Pearl continues, “sometimes a regression coefficient represents a causal effect, and sometimes it does not – and you can’t rely on the data alone to tell you the difference.” Imagine a graph with a regression line running through a plot of force applied by a hydraulic press and fracture rates for ceramic mugs. One axis may be pressure, and the other axis may be thickness of the ceramic mug. The individual points represent the point at which individual mugs fractured We would be able to generate a regression line by testing the fracture strength of mugs of different thickness, and from this line we would be able to develop pretty solid causal inferences about thickness and fracture rates. A clear causal link could be identified by the regression coefficients in this scenario.
However, we could also imagine a graph that plotted murder rates in European cities and the spread of Christianity. With one axis being the number of years a city has had a Catholic bishop and the other axis being the number of murders, we may find that murders decrease the longer a city has had a bishop.  From this, we might be tempted to say that Christianity (particularly the location of a Bishop in a town) reduces murder. But what would we point to as the causal mechanism? Would it be religious beliefs adopted by people interacting with the church?
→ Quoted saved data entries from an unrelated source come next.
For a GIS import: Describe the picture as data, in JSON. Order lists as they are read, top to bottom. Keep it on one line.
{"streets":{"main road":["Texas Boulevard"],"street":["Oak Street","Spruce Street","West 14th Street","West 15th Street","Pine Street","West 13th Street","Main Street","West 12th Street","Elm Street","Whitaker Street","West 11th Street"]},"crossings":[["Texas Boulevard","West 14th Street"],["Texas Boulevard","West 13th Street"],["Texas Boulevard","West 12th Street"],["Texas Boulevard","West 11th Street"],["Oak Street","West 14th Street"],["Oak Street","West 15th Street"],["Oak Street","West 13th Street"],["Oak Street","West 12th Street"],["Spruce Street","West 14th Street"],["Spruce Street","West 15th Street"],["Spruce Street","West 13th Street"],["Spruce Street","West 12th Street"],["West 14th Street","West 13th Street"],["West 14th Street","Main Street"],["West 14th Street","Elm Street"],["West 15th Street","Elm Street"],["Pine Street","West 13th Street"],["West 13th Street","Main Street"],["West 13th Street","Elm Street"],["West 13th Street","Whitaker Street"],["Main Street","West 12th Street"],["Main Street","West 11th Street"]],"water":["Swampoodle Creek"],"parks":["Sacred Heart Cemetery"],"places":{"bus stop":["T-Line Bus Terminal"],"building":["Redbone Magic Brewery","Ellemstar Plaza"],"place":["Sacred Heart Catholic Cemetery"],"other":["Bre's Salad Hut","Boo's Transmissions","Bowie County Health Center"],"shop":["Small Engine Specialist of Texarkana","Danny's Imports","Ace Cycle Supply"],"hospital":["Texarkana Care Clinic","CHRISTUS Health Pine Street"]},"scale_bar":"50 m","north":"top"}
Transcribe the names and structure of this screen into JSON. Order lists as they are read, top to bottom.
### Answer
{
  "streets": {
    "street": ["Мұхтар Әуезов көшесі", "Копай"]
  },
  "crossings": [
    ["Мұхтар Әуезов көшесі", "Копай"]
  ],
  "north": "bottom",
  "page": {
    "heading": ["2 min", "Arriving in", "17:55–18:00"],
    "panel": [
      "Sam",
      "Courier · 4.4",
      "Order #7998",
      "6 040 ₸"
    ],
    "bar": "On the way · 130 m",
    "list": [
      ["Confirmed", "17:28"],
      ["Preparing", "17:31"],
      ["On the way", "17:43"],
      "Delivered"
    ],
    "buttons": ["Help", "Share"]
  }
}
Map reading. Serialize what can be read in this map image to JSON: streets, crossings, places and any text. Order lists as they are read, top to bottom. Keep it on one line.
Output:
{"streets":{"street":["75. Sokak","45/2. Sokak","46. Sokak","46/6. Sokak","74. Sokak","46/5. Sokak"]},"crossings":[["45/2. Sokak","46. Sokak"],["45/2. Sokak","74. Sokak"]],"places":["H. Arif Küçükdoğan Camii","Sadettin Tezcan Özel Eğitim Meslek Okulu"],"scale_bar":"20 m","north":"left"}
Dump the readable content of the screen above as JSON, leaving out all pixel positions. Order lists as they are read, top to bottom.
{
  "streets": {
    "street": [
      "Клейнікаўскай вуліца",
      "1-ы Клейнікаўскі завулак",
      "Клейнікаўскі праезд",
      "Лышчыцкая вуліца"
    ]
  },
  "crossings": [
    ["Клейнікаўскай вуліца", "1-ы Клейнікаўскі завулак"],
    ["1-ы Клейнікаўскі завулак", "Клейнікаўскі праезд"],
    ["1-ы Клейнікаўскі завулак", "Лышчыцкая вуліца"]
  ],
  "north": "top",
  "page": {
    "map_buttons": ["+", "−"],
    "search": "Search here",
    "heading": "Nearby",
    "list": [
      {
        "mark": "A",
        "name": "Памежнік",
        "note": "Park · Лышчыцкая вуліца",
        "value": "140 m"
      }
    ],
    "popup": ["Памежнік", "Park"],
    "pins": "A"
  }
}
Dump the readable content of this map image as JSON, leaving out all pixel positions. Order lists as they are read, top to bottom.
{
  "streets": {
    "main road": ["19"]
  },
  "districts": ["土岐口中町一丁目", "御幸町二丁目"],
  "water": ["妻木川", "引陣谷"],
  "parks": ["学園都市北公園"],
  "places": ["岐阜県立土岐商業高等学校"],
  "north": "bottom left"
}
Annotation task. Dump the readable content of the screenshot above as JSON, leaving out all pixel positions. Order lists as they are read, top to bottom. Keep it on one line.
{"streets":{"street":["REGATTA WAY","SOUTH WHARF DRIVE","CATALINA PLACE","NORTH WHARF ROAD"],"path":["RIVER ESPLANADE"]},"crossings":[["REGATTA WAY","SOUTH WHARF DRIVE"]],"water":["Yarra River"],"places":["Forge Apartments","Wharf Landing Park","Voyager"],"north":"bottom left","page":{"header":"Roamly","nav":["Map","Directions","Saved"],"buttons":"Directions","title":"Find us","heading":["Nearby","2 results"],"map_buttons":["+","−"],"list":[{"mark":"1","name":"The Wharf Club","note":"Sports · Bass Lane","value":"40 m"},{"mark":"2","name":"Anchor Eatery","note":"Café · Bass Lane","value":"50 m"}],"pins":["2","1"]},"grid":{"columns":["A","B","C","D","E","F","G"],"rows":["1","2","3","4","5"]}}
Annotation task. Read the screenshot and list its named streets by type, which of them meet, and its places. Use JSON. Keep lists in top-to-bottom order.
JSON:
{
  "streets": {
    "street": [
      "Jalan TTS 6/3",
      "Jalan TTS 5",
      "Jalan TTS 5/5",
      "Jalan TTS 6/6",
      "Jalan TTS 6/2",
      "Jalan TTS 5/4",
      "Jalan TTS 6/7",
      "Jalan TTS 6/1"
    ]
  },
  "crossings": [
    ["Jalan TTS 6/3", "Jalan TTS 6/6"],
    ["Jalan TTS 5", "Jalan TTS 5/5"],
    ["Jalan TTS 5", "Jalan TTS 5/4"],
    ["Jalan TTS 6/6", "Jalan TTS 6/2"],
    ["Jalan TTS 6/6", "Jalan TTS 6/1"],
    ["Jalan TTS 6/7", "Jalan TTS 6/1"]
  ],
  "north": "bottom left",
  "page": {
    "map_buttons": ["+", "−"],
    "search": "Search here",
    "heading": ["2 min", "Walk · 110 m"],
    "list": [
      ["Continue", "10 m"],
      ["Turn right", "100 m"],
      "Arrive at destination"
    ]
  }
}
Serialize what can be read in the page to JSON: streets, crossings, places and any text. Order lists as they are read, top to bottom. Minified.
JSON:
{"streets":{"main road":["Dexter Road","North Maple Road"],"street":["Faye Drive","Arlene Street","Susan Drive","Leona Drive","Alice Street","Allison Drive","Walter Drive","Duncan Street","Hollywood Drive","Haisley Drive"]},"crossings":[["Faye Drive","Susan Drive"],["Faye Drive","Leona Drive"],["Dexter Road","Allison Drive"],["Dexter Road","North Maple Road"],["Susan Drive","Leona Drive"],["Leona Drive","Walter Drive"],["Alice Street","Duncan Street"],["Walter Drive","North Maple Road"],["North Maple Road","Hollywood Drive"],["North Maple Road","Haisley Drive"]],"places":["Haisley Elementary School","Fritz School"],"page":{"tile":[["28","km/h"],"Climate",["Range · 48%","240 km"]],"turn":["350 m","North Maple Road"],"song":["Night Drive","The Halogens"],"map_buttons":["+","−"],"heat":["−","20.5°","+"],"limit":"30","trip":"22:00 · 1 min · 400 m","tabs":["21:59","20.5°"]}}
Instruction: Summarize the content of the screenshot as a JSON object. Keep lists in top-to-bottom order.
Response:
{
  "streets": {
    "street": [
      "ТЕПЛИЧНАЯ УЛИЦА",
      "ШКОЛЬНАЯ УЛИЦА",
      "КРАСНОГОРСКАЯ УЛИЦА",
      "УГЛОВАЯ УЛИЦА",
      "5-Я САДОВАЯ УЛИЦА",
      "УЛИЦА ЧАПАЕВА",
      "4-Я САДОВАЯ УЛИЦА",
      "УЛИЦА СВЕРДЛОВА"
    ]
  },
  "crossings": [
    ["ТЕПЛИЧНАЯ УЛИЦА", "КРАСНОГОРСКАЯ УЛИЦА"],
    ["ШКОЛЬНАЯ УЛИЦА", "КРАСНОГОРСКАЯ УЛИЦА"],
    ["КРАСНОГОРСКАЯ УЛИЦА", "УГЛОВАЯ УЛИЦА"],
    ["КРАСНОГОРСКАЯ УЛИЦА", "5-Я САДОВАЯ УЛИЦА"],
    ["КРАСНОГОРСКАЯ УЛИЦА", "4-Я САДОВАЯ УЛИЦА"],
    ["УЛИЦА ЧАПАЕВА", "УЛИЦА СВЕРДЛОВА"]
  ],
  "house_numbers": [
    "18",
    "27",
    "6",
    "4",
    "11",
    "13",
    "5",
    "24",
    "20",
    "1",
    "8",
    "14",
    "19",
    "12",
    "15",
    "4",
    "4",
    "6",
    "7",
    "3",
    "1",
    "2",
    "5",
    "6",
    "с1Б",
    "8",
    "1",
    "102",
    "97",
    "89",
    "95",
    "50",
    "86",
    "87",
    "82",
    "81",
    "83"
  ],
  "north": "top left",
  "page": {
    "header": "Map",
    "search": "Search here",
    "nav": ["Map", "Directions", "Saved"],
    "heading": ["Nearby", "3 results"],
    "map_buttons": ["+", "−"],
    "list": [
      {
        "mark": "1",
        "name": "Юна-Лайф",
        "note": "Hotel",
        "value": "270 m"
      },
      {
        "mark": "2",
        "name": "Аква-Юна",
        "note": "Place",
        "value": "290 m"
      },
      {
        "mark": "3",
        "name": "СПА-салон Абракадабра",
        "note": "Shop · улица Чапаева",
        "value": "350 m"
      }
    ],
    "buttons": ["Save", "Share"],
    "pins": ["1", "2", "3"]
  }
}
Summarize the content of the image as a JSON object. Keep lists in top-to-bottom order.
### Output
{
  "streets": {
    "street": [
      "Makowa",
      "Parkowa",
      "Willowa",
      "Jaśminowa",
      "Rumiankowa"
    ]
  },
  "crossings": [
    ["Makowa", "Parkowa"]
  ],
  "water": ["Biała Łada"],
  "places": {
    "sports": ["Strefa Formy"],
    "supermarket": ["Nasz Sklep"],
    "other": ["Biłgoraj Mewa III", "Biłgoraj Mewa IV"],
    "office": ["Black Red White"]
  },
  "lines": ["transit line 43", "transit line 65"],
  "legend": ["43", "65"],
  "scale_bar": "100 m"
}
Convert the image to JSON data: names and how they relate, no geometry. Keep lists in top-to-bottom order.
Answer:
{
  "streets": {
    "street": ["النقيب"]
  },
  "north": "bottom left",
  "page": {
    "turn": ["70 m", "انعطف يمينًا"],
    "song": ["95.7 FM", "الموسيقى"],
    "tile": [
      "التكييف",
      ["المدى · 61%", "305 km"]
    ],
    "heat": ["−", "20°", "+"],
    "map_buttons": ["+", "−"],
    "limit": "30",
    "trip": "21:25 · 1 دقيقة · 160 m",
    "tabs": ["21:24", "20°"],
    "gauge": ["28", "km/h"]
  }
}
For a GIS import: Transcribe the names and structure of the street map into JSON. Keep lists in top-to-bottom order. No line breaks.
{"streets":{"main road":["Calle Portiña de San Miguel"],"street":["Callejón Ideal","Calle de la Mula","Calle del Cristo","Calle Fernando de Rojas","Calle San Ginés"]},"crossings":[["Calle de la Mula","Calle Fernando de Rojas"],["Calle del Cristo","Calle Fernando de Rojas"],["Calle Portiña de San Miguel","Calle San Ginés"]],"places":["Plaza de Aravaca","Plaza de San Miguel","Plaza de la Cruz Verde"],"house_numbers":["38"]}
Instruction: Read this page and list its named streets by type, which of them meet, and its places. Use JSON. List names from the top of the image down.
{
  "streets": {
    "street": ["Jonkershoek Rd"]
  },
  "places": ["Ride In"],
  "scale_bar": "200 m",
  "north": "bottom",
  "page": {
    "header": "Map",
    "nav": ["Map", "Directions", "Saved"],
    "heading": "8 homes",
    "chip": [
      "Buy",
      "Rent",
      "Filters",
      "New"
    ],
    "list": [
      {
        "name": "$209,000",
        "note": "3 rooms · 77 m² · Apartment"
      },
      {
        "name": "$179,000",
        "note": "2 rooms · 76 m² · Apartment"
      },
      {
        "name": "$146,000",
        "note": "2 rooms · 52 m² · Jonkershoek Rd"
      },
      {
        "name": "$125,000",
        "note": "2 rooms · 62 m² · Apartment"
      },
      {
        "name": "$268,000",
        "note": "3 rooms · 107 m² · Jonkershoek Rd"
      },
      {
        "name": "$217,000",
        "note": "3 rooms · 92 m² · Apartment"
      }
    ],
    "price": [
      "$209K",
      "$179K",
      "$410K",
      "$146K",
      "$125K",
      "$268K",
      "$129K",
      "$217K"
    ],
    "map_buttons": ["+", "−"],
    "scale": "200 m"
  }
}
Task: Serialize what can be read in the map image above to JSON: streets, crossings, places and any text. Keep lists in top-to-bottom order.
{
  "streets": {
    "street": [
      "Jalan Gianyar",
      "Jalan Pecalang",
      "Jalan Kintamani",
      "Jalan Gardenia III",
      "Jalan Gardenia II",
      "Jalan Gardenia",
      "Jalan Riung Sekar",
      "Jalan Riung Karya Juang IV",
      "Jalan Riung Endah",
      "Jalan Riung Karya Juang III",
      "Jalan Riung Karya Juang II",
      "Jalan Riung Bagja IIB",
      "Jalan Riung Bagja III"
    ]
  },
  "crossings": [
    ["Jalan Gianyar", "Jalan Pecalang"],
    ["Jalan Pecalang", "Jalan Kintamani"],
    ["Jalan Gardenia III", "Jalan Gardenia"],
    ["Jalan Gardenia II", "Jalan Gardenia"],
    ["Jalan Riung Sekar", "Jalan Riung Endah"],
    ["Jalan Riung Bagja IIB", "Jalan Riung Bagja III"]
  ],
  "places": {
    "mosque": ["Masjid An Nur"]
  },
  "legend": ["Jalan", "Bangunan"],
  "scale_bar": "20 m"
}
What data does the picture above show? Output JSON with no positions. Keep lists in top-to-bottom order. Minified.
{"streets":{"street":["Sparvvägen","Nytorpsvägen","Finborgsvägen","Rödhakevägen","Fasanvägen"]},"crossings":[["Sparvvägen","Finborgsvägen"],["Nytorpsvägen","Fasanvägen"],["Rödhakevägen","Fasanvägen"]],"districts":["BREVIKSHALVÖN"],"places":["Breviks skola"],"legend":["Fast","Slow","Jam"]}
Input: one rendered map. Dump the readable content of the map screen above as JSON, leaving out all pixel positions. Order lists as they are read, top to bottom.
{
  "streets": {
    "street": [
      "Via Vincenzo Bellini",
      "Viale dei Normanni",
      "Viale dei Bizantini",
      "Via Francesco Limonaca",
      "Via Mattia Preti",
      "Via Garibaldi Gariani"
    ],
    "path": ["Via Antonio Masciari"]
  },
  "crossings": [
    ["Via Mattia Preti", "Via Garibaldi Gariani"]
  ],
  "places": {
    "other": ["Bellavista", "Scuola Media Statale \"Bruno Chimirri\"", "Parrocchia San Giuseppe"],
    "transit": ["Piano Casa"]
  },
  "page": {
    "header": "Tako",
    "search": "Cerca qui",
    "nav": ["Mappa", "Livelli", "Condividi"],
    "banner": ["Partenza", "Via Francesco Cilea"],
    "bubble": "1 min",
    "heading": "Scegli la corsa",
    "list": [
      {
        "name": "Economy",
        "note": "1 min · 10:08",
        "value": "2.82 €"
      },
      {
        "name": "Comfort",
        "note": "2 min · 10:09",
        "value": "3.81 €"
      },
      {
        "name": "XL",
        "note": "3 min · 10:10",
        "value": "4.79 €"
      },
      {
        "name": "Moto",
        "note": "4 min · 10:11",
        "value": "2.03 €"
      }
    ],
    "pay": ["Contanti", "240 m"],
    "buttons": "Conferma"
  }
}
Would it be that marriage rules that limited polygamy ensured more men found wives and became less murderous as a result? Would it be that some divinity smiled upon the praying people and made them to be less murderous? A regression like the one I described above wouldn’t tell us anything about the causal mechanism in effect in this instance. Our causal-thinking minds, however, would still generate causal hypothesis, some of which would be reasonable but others less so (this example comes from the wonderful The WEIRDest People in the World by Joseph Henrich).
Regression coefficients can be helpful, but they are less helpful when we cannot understand the causal mechanisms at play. Understanding the causal mechanisms can help us better understand the relationship represented by the regression coefficients, but the coefficient itself only represents a relationship, not a causal structure. Approaching data and looking for trends doesn’t help us generate useful information. We must first have a sense of a potential causal mechanism, then examine the data to see if our proposed causal mechanism has support or not. This is how we can use data and find support for causal hypothesis within regression coefficients.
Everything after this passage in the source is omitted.